The Oeschger Centre for Climate and Climate Change Research (OCCR) is the interdisciplinary centre of excellence for climate research of the University of Bern.

== History ==

Ice core sample taken from drill. Photo by Lonnie Thompson, Byrd Polar Research Center

The centre was established in 2007 and was named after Hans Oeschger (1927-1998), a pioneer of modern climate research, who worked in Bern. The OCCR brings together researchers from nine institutes and four faculties. It has more than 200 members working in 26 research groups. The OCCR is at the forefront of international research in a number of different fields. Researchers from the University of Bern have participated as co-chair, coordinating lead authors or lead authors in all the assessment reports so far published by the IPCC. Many of them are still working today at the OCCR. In addition to research within disciplines, the OCCR puts special emphasis on interdisciplinary projects. Regionally rooted and globally linked, the OCCR hopes to find ways to meet the challenge of global climate change at many different levels through the collaboration of experts in the natural, human and social sciences, in economics and law. The OCCR is active not only in research; it is also involved in teaching and runs the Graduate School of Climate Sciences.

== Overview ==

=== Research ===
The Oeschger Centre (OCCR) conducts research on the one hand into the long-term development and dynamics of the climate system and the climate of the present and the future. On the other hand, it investigates the impact of climate change on important land ecosystems as well as on the economy and society. In particular it works on strategies to adapt to the changing climate and to slow down climate change. At the centre of the OCCR's research is the climate system and its interaction with society and the economy.

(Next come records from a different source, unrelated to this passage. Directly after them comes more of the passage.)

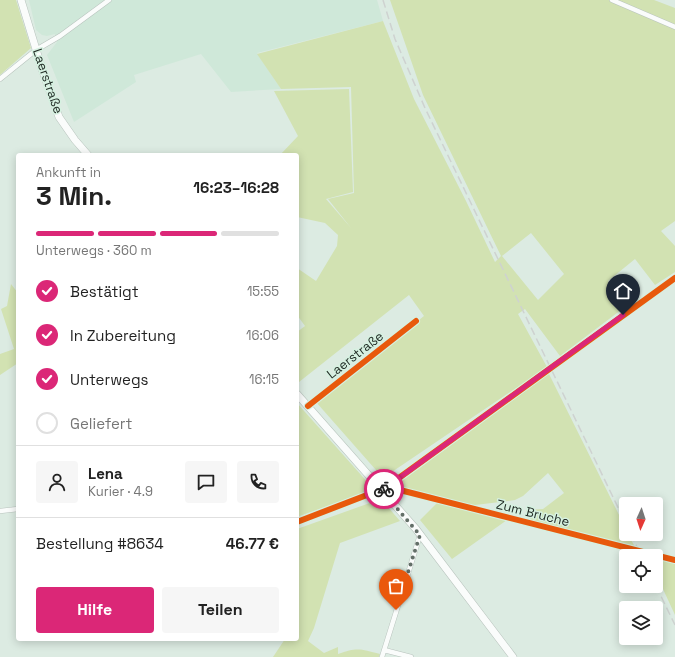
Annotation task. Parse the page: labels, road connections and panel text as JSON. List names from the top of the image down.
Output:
{
  "streets": {
    "main road": ["Laerstraße"],
    "street": ["Zum Bruche"]
  },
  "north": "bottom",
  "page": {
    "heading": ["3 Min.", "Ankunft in", "16:23–16:28"],
    "panel": [
      "Lena",
      "Kurier · 4.9",
      "Bestellung #8634",
      "46.77 €"
    ],
    "bar": "Unterwegs · 360 m",
    "list": [
      ["Bestätigt", "15:55"],
      ["In Zubereitung", "16:06"],
      ["Unterwegs", "16:15"],
      "Geliefert"
    ],
    "buttons": ["Hilfe", "Teilen"]
  }
}
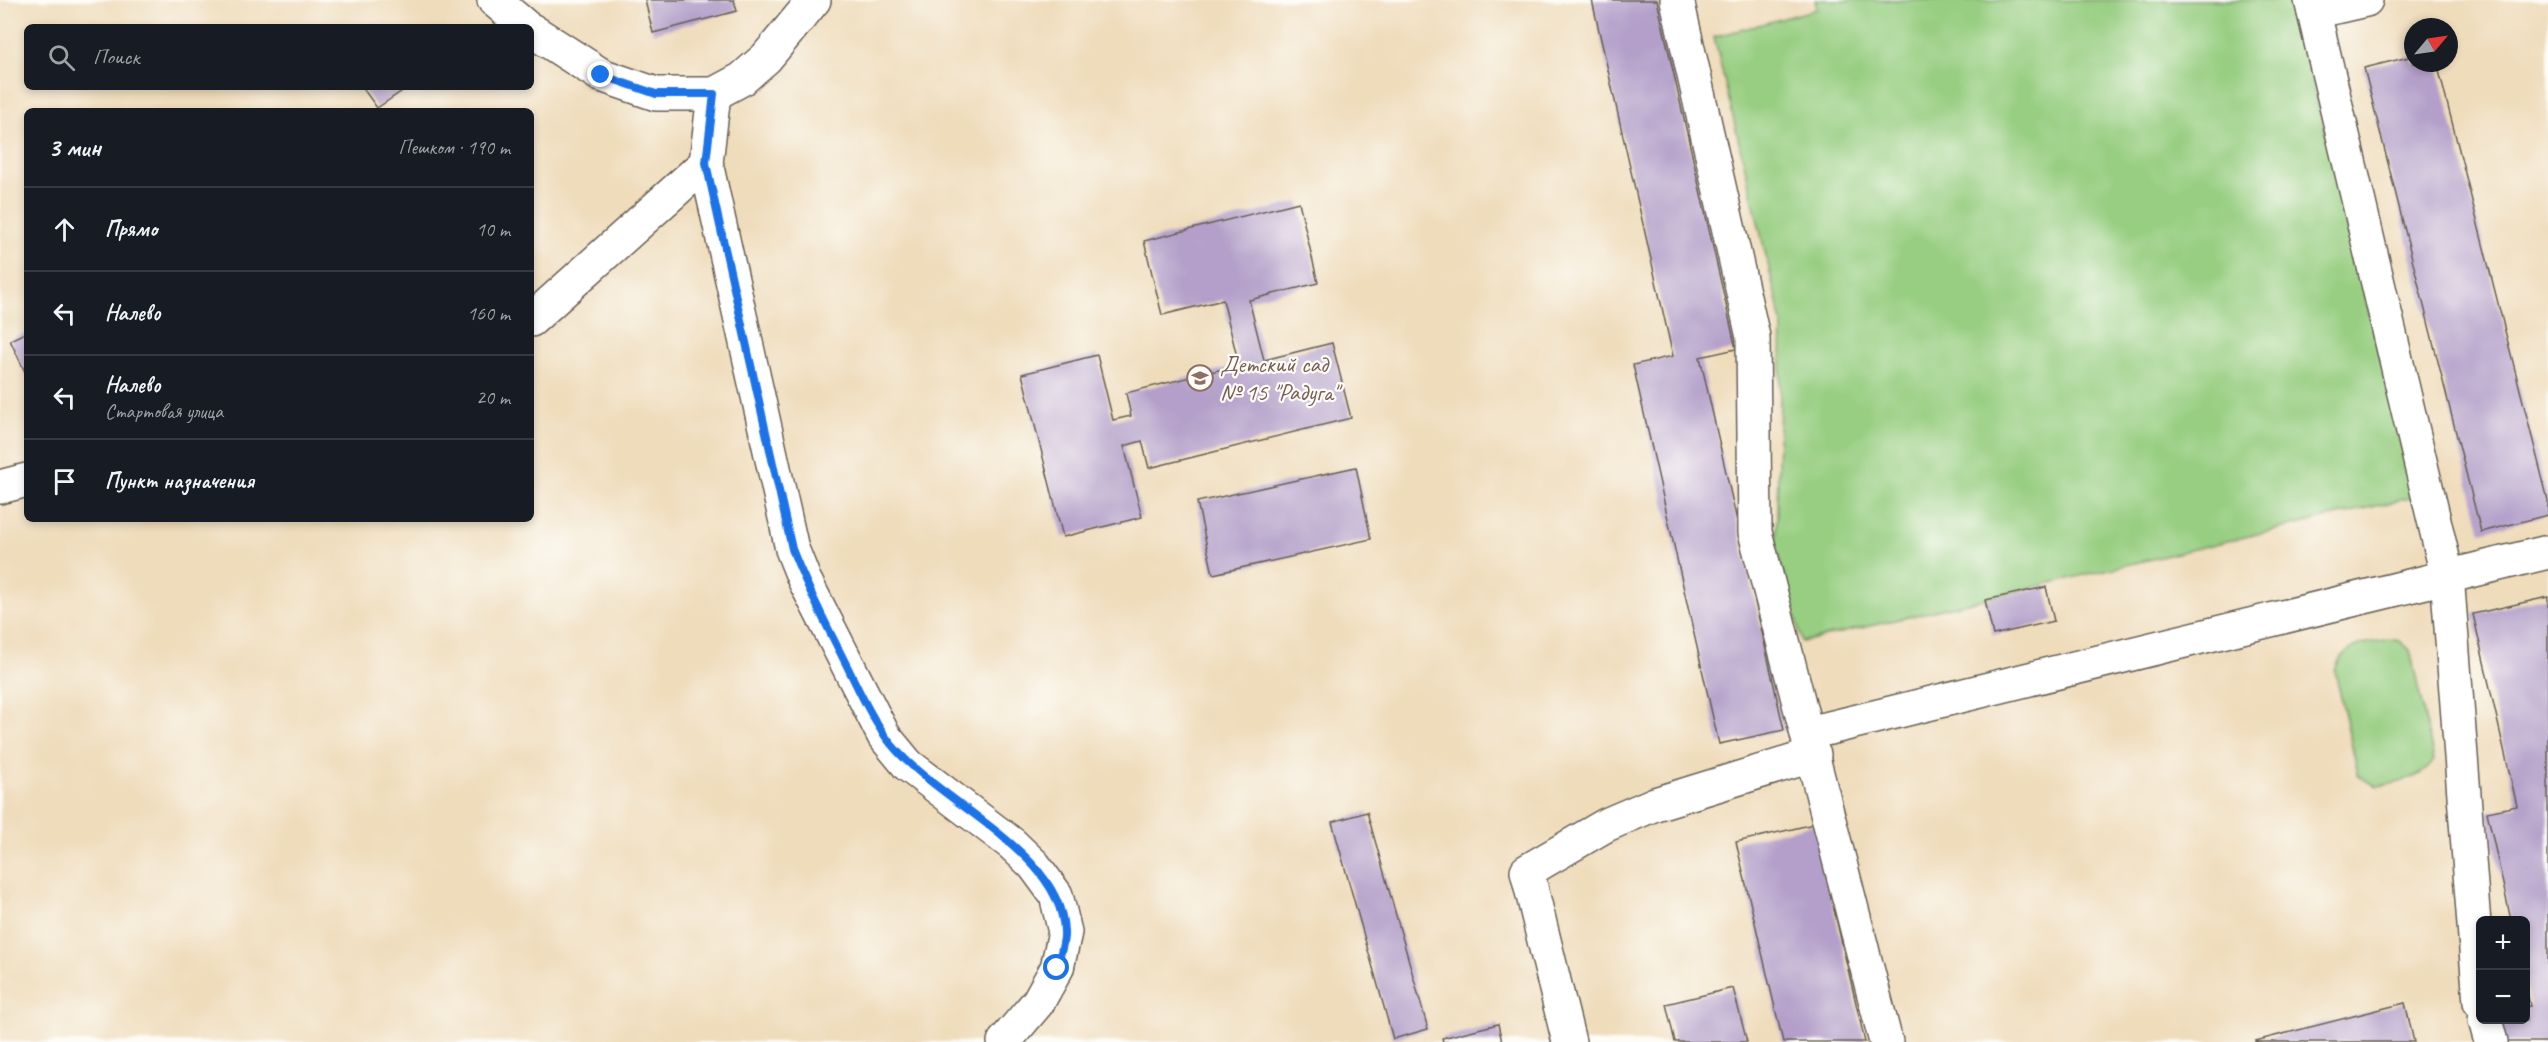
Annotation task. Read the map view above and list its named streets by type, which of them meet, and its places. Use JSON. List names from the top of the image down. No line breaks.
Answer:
{"places":{"school or university":["Детский сад № 15 \"Радуга\""]},"north":"top right","page":{"search":"Поиск","heading":["3 мин","Пешком · 190 m"],"list":[["Прямо","10 m"],["Налево","160 m"],["Налево","Стартовая улица","20 m"],"Пункт назначения"],"map_buttons":["+","−"]}}
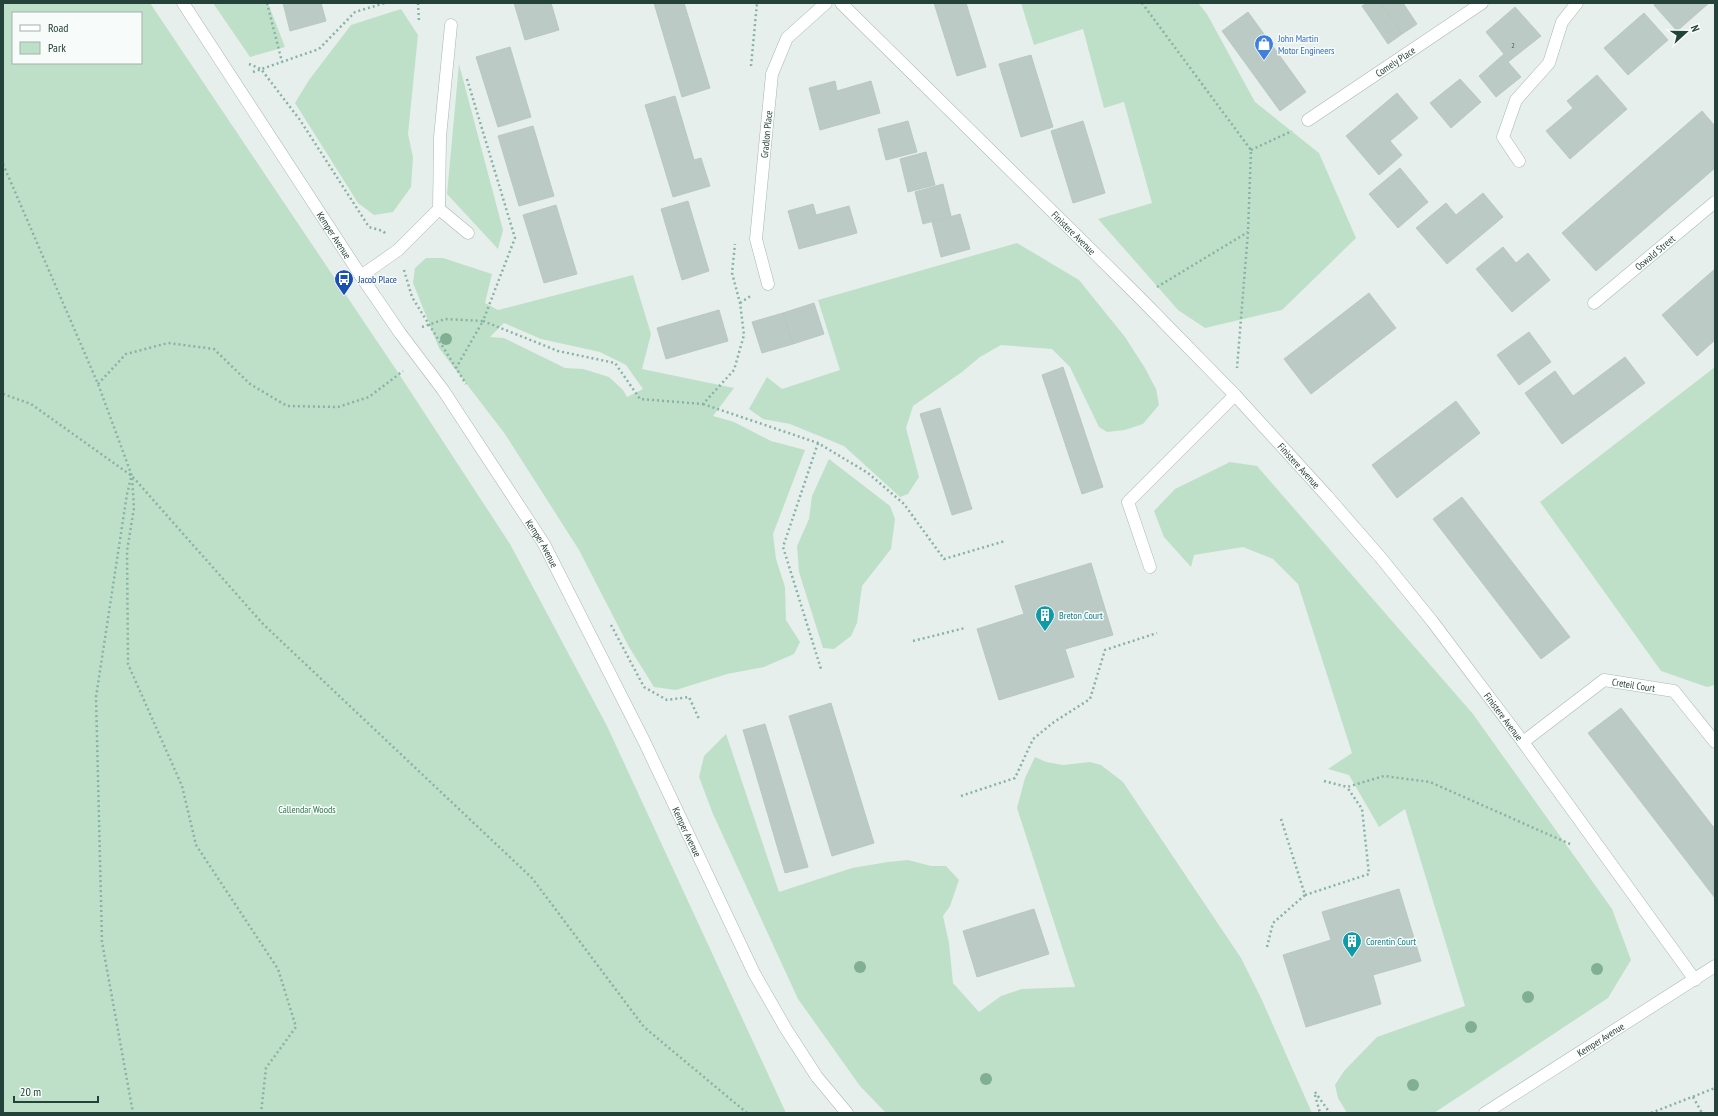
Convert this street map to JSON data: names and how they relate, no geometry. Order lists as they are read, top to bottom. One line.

Specific areas of research include:
- the climate system with its different interactive components in the oceans, continents (especially vegetation, the cryosphere, aquatic systems, etc.) and in the atmosphere
- energy and material cycles (e.g. water, carbon and greenhouse gases) from the global to the local level.
- the dynamics of the climate and environment over long periods of time (palaeoclimatology, palaeoecology) from the late Pleistocene, Holocene and the present day to the near future
- the interaction of changes in the climate and environment with the economy and society, in particular the economics of climate change and the consequences of extreme events on the economy and society

The Oeschger Centre uses models of varying kinds and complexity, and also takes measurements and carries out reconstructions of important climate variables (e.g. natural and man-made radiative forcing).

=== Teaching ===
The Oeschger Centre runs the University of Bern's Graduate School of Climate Sciences and offers academic training to MSc and PhD level. For the specialist "MSc in Climate Sciences" (120 ECTS), applicants have to pass through a selection process. Students put together their own curriculum by selecting courses from a range of topics offered by several different faculties. The selection can lead to any one of five specialisations. The OCCR's main areas of research are reflected in the curriculum of the courses offered by the Graduate School of Climate Sciences.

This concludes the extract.